Are the NSA Blanket Data Seizures and the FISA Court’s Approval Unprecedented?

In challenging the constitutionality of the Affordable Care Act in our Heritage Foundation paper, we adopted the Congressional Research Service’s conclusion that such a purchase mandate was literally “unprecedented.”  This claim assumed some significance for three reasons.  If accurate, it might make a constitutional challenge a case of first impression not governed directly by previous judicial decisions.  It also meant that, if compelled purchases were held unconstitutional, it would not affect the exercise other previously approved powers and would make such a ruling less disruptive of existing practice and, therefore, easier for a court to adopt.  Moreover, as I note in two forthcoming articles (drafts available here and here), the Rehnquist Court’s New Federalism represented a “this far and no farther (without compelling justification that would not lead to a national police power)” approach that put the onus on the government to provide a rationale for any expansion of Congressional power beyond what has already been authorized that would not lead to a national police power akin to that of states.  If the purchase mandate was “farther,” the government would have to provide a judicially administrable limiting principle.
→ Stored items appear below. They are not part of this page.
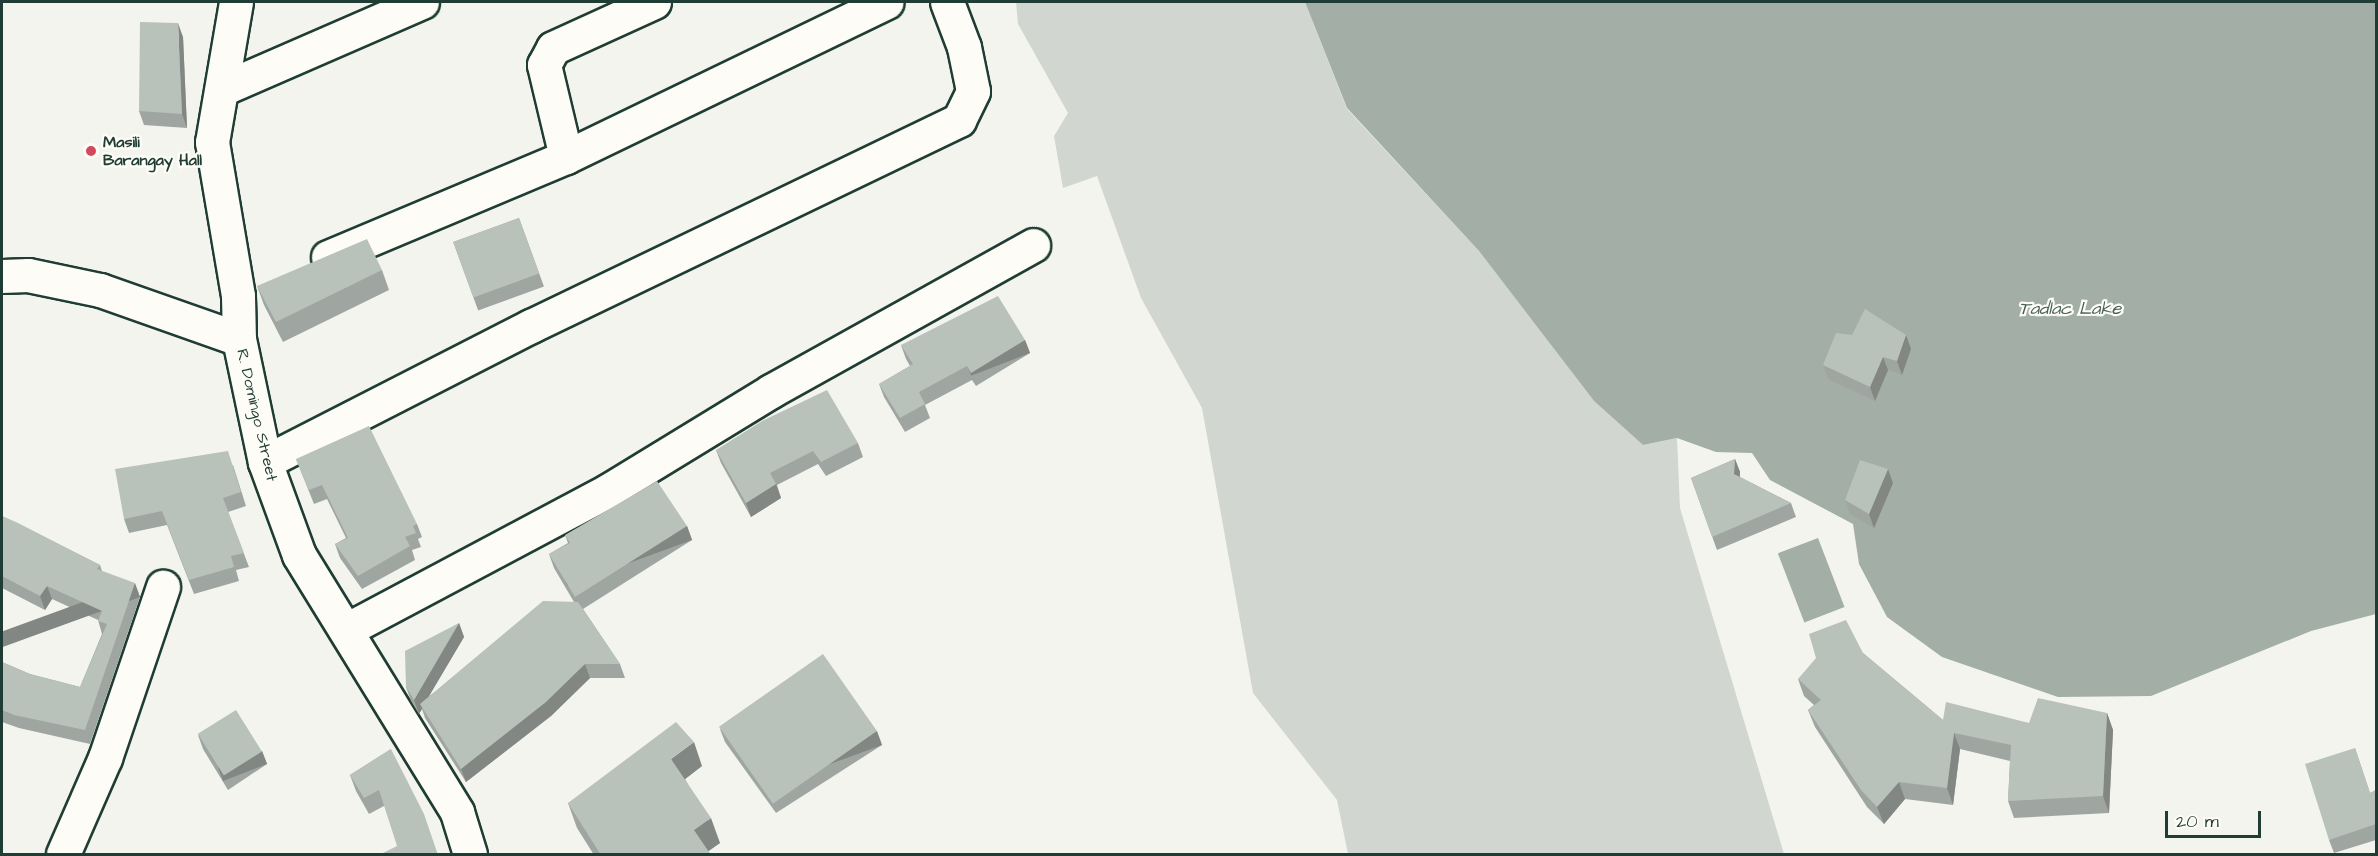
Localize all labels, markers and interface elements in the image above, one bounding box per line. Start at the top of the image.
place label: Masili Barangay Hall [103,132,202,170]
marker: Masili Barangay Hall [84,144,98,158]
water label: Tadlac Lake [2019,298,2121,320]
street label: R. Domingo Street [232,347,282,483]
scale bar [2168,799,2264,837]
text: 20 m [2176,809,2219,834]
Of course, some contested whether purchase mandates were unprecedented, claiming that the Militia Act of 1792 or the 1798 “Act for the Relief of Sick and Disabled Seamen” constituted relevant historical instances of compelled purchases.  In the end, no court found these examples compelling, and all tended to treat the insurance purchase mandate as something truly new, exceptional, and requiring justification.  As a result, our constitutional objections got a more receptive hearing than most law professors expected, eventually being adopted in substance by five justices in NFIB v Sebelius.
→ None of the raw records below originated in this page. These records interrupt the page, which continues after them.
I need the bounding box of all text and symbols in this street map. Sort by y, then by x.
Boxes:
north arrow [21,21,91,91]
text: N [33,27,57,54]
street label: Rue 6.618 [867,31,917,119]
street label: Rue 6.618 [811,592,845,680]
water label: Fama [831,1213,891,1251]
On Friday, I published an op-ed in the Wall Street Journal (available here) questioning the constitutionality of the blanket seizures of private data by the NSA and CFPB, the constitutionality of which have been approved in secret ex parte proceedings in the Foreign Intelligence Surveillance Court.  In my op-ed I contended that such indiscriminate mass seizures were “unreasonable” and akin to the general search warrants that the Fourth Amendment was intended to prevent.  I also suggested that the secret judicial proceedings did not constitute the “due process of law” that is guarantied by the Fifth Amendment. In my blog post here, but not my op-ed, I raised the additional possibility that both this type of blanket seizure of private data and the secret authorization for these ongoing programs are unprecedented.

Is this accurate? I know I cannot think of another example in our history of mass seizures of privately collected data.  Nor can I think of another government program that was approved in nonadversarial ex parte proceedings held in secret, and justified in opinions that are also secret from the public and the companies from whom the data is being seized.  I do not consider the ex parte judicial approvals of warrants authorizing particular searches to be similar enough to constitute precedents. Nor is the temporary seizure of automobiles and other items under the “exigent circumstances” exception to the warrant requirements nearly the same.  Such seizures require a reasonable basis, and the “exigent circumstances” are considered exceptional.  For example, the mobility of automobiles is sometimes said to justify a separate body of rules simply because the evidence will disappear while the warrant to search is being sought. But these databases aren’t going anywhere.

But perhaps there are stronger historical analogies I am overlooking.  Or perhaps these existing seizures are closer to the NSA seizures that I now think they are.  When I characterized the individual insurance mandate as unprecedented, my confidence was bolstered by the fact that the Congressional Research Service had reached the same conclusion.  Now I am asking Volokh readers to weigh in on this question in the comments. There are actually two distinct questions:

  • First, is there any precedent for the mass and ongoing seizure of private data on American citizens by the government (assuming the companies have not consented to share this data)? 
  • Second, is there any precedent for approving the constitutionality of such a government program in secret ex parte proceedings using judicial opinions that are also secret?
Of course either of these acts can be characterized in different ways, so people are free to contest these formulations and offer their own. But then I would appreciate an explanation of why a different formulation more accurately captures what is going on here.  I am trying to characterize both practices accurately to capture what seems relevantly distinctive about them.
Are either or both practices unprecedented?
UPDATE:  To clarify my questions, I am asking about “precedent” in the sense of whether there are any previous examples of these practices (which I understand have been operating for a while).  I am not asking for cases or “precedents” that may or may not govern here.  That is a different question that will turn, in part, on whether this is something relevantly different than past practices.